Why msn so slanted liberally???? they are not reporting facts
Executive summary
MS NOW (formerly MSNBC) is widely perceived as left‑leaning by multiple media‑bias trackers and watchdogs, which attribute that perception to editorial choices, guest lineups and host viewpoints rather than a universal record of factual inaccuracy [1] [2] [3]. Critics point to repeated controversies and failed fact checks in opinion programs, while defenders note that bias varies by program and that some straight reporting meets journalistic standards [1] [4] [5].
1. Why viewers call it “slanted” — measurable ratings and audience makeup
Independent rating organizations like Media Bias/Fact Check, Ad Fontes Media and AllSides place MS NOW left of center — MBFC calls it “Left Biased” and rates its factual reporting as mixed [1], Ad Fontes labels the outlet “hyper‑partisan left” with mixed reliability [2], and AllSides assigns a Left rating with medium confidence [3]; those systematic ratings shape public perception that the outlet is slanted.

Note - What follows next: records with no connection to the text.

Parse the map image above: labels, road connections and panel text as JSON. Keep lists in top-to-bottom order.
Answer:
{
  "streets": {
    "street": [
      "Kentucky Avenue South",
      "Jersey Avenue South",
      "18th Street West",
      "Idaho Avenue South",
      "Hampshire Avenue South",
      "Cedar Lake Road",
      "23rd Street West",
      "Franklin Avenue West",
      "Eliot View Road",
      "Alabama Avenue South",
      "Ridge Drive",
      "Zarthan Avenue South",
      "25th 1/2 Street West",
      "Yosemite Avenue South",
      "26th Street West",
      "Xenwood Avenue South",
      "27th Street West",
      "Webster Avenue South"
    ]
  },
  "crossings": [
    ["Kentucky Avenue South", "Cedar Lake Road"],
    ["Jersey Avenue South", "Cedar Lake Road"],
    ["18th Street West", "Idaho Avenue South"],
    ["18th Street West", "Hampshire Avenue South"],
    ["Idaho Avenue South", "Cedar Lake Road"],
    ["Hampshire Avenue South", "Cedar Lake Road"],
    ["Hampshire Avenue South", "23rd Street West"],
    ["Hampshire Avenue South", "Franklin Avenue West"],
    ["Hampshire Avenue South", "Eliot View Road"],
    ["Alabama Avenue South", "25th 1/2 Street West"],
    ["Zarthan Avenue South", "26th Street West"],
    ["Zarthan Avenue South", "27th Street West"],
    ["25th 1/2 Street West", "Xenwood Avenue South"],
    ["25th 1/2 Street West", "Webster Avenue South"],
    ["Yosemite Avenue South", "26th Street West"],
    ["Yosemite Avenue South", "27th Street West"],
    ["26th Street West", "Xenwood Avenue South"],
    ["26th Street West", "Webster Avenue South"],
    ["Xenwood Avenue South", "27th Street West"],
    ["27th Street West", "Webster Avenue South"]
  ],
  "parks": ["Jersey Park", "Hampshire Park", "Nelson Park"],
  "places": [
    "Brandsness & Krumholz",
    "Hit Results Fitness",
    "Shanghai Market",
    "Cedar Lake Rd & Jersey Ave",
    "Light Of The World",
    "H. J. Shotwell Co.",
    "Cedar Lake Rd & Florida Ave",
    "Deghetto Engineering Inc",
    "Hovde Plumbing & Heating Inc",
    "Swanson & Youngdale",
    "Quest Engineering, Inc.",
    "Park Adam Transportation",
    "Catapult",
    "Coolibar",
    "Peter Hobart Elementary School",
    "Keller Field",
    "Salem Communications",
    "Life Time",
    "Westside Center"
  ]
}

Audience surveys back this up: Pew Research previously found a large share of the channel’s audience identifies as liberal or Democratic, a feedback loop that can encourage story selection aimed at that base [1] [5].
2. Editorial structure: where opinion and news blur
A core structural factor is programming mix: night‑time opinion hosts and pundit panels dominate prime time while daytime and breaking‑news desks produce conventional reporting, so viewers who watch opinion shows experience a different tone than those who consume straight reporting [4] [5]. Critics highlight that hosts with declared political stances — and notable personalities accused of partisan framing — contribute substantially to perceptions of bias and have been the subject of failed fact checks and controversies [6] [1].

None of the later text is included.